Quota 104 e quota 41. Potrebbero essere queste le novità che anticiperanno la vera e propria riforma delle pensioni che sarà attuata dal prossimo Governo.

Queste misure, Quota 41 e Quota 104 nel 2023, dovrebbero accompagnare la proroga di Opzione donna e dell’Ape sociale che con molta probabilità troverà posto nella prossima legge di bilancio.

Introdurre quota 104 e quota 41 comporta però delle rinunce, nel senso che il nuovo Governo dovrà trovare i fondi necessari per coprire le due novità, ciò potrebbe andare a discapito di misure di sostegno attualmente in essere, quale ad esempio il reddito di cittadinanza.

Quota 104 e quota 41

A fine anno quota 102 non sarà rinnovata. Al suo posto potrebbe essere introdotta quota 104. In poche parole, il giusto equilibrio tra requisiti anagrafici e contributivi per andare in pensione, dovrebbe essere raggiunto con un’eta tra 65-66 anni e un’anzianità contributiva di 38-39 anni.

L’altra novità dovrebbe essere l’estensione di quota 41.

Attualmente quota 41 è riservata ai lavoratori precoci ossia:

  • in possesso di anzianità contributiva al 31 dicembre 1995,
  • che possono far valere 12 mesi di contribuzione effettiva antecedente al 19° anno di età e
  • che perfezionano, entro il 31 dicembre 2026, 41 anni di contribuzione (Fonte portale INPS).

Per accedere a quota 41 è necessario trovarsi in precise condizioni, quale ad esempio: uno stato di disoccupazione a seguito di cessazione del rapporto di lavoro per licenziamento, anche collettivo, dimissioni per giusta causa o risoluzione consensuale nell’ambito della procedura di cui all’articolo 7, legge 15 luglio 1966, n. 604 e conclusione integrale della prestazione per la disoccupazione da almeno tre mesi.

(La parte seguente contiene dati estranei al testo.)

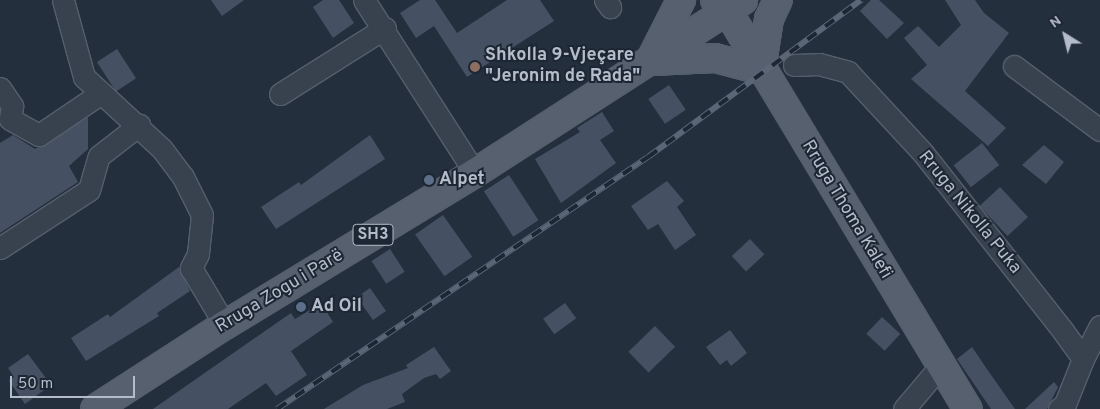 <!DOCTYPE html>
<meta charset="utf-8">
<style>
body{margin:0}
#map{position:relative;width:1100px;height:409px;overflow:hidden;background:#242f3e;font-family:Overpass,sans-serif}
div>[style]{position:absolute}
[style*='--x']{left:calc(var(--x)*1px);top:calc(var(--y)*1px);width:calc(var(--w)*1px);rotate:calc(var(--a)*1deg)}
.building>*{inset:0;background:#455162;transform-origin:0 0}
.roads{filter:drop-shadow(1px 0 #565f6c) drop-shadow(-1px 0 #565f6c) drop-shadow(0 1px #565f6c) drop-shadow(0 -1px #565f6c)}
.minor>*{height:21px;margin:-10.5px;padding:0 10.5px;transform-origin:10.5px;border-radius:10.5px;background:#38414e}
.major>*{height:28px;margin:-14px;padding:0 14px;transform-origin:14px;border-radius:14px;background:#56606e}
.rail>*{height:5.5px;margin-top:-2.75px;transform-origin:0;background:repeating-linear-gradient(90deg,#1d2633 0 11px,#5a6575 0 22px);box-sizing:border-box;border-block:1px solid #5a6575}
.dots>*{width:14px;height:14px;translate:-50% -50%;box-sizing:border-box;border:2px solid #1d2633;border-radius:50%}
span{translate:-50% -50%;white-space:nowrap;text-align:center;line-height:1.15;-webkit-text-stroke:4px #1d2633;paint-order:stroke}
.shield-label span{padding:1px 4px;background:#1d2633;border:1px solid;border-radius:4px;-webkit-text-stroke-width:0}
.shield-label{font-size:16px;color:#b4bcc9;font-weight:700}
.poi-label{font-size:18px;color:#b4bcc9;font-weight:700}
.left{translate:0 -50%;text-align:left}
.street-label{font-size:18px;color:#b4bcc9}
.north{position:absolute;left:1040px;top:10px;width:50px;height:50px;-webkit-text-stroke:4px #1d2633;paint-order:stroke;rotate:324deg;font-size:14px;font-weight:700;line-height:20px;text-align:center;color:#b4bcc9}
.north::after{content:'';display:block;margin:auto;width:18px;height:22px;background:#b4bcc9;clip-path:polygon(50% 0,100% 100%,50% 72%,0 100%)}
.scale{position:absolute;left:10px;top:376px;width:125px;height:22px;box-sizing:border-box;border:2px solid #b4bcc9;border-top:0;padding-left:6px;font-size:15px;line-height:18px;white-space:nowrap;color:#b4bcc9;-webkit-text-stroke:4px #1d2633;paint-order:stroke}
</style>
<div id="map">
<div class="building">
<i style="clip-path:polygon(211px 0,244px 0,222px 16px)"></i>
<i style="clip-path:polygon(323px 0,339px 0,354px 23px,333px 38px,313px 7px)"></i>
<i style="clip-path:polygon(420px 0,435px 0,457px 33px,507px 0,540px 0,554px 21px,467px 77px,434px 26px,416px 38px,400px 13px)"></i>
<i style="clip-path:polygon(871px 0,879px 0,904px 23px,887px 39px,860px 11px)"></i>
<i style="clip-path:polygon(945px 0,975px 0,984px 13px,1009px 33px,965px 91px,1006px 128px,988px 146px,911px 79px,927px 65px,904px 38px,918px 26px,939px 47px,961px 25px)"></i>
<i style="left:117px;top:49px;width:35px;height:24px;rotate:57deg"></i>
<i style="left:669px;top:85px;width:30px;height:25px;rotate:56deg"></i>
<i style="clip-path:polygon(602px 112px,614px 131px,600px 140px,616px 163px,561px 203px,535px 159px,580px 132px,577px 128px)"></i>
<i style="clip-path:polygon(88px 117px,88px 149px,69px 166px,78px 182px,0 233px,0 143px,13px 135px,35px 149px)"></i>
<i style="clip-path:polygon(370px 135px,385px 159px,276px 229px,261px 207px,299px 182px,301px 185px)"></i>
<i style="left:982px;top:143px;width:28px;height:36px;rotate:52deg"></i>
<i style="clip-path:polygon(1044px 145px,1064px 162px,1046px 184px,1022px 165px)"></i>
<i style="left:509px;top:175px;width:54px;height:30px;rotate:57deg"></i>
<i style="clip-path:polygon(667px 181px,684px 201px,677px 207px,696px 235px,675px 250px,658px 224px,648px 230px,631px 206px)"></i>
<i style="left:1000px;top:187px;width:41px;height:28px;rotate:47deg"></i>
<i style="left:443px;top:215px;width:51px;height:34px;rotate:55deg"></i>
<i style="left:750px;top:239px;width:21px;height:25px;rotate:47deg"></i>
<i style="left:390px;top:249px;width:27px;height:22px;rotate:57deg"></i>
<i style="clip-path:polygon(179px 267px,190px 291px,157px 313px,159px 316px,86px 361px,71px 338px,108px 314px,110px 317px)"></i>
<i style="left:370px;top:288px;width:28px;height:16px;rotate:55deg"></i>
<i style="clip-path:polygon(321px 303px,333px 322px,291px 351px,307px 375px,276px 396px,266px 383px,228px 409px,153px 409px,291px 313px,295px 319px)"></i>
<i style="left:565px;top:303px;width:19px;height:27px;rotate:54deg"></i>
<i style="left:882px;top:317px;width:25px;height:23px;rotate:43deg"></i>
<i style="left:655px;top:326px;width:29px;height:37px;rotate:46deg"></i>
<i style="clip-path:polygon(730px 330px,747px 353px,731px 366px,727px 360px,720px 365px,706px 347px)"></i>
<i style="clip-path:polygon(434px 347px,451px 371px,440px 379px,436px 374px,424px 378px,402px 394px,405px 402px,387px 409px,324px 409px,363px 385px,408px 368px,406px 365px)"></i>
<i style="clip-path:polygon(972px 347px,989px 372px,1015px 409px,991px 409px,957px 359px)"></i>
<i style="clip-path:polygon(28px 354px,51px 385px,25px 404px,9px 381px,14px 377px,8px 368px)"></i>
<i style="clip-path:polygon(1054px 382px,1058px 387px,1047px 409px,1025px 409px)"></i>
</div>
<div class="roads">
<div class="minor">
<i style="--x:63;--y:0;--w:80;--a:74.7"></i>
<i style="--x:84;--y:77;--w:106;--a:42.7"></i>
<i style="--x:162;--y:149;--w:35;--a:53"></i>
<i style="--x:183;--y:177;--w:42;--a:63.4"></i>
<i style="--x:202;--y:215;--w:39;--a:96"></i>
<i style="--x:198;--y:254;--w:16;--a:117"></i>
<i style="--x:191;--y:268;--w:66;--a:59.2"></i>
<i style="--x:364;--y:0;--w:206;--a:57.3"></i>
<i style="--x:605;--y:0;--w:9;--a:54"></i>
<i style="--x:794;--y:65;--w:25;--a:-2"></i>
<i style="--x:819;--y:64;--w:30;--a:15"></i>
<i style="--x:848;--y:72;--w:110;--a:47.2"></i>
<i style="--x:923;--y:153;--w:226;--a:51.8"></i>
<i style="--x:1063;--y:331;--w:34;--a:54"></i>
<i style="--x:1083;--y:359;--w:48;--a:111.8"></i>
<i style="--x:1065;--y:404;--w:8;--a:140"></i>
<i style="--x:1014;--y:66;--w:107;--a:36.7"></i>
<i style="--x:0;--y:88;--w:22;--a:56"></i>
<i style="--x:12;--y:106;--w:13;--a:99"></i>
<i style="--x:280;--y:94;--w:124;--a:-32.2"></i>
<i style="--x:10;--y:119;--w:33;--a:29"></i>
<i style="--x:39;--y:135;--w:75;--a:-34.1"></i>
<i style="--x:0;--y:248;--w:106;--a:-33.1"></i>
<i style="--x:89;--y:190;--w:35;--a:-74"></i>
<i style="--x:99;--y:156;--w:51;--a:-37.8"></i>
<i style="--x:1083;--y:359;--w:37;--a:-63"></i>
<i style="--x:904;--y:409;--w:57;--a:-49.9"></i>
</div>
<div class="major">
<i style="--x:715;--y:0;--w:16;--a:40"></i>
<i style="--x:727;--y:10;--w:466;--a:58.9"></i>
<i style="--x:653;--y:55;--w:62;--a:-63"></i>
<i style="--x:653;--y:61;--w:62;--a:-2.8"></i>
<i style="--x:715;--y:58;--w:48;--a:14.6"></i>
<i style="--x:761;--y:70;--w:52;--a:-81.1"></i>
<i style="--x:769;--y:19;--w:21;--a:-65"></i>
<i style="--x:95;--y:409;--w:155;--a:-32.9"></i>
<i style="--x:225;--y:325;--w:293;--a:-31.3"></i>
<i style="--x:475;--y:173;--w:319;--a:-32.8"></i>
</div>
</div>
<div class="rail">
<i style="--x:277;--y:409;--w:448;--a:-34.2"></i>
<i style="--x:648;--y:157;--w:265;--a:-36.4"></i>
</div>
<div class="dots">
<i style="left:475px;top:67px;background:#8d6e63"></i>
<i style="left:429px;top:180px;background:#5c6f8a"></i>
<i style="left:301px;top:307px;background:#5c6f8a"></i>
</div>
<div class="shield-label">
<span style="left:373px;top:235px">SH3</span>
</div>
<div class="poi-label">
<span class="left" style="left:485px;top:67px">Shkolla 9-Vjeçare<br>"Jeronim de Rada"</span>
<span class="left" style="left:439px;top:180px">Alpet</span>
<span class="left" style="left:311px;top:307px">Ad Oil</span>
</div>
<div class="street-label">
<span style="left:846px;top:210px;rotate:59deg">Rruga Thoma Kalefi</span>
<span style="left:969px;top:213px;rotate:51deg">Rruga Nikolla Puka</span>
<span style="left:280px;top:292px;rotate:-31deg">Rruga Zogu i Parë</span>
</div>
<div class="north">N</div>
<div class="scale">50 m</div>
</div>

Anche i lavoratori che svolgono mansioni particolarmente gravose possono accedere a tale canale di pensionamento anticipato.

Quali conseguenze se passano quota 104 e quota 41?

E’ chiaro che introdurre quota 104 ed estendere quota 41 comporterebbe l’impiego di ingenti risorse economiche.

Come detto in premessa, il nuovo Governo dovrà trovare i fondi necessari per coprire le due novità, ciò potrebbe andare a discapito di misure di sostegno attualmente in essere, quale ad esempio il reddito di cittadinanza.

Infatti, secondo l’INPS solo quota 41 costerebbe allo Stato circa 18 miliardi di euro.

Da qui, per reperire i fondi necessari, si dovrebbe intervenire sul reddito di cittadinanza, eliminandolo. Queste però sono solo delle supposizioni, il cui verificarsi dipenderà molto da chi andrà a Governo, dopo la formazione del parlamento, con le prossime elezioni del 25 settembre.

A ogni modo, tutte le forze politiche hanno promesso che il ritorno alla Legge Fornero sarà scongiurato.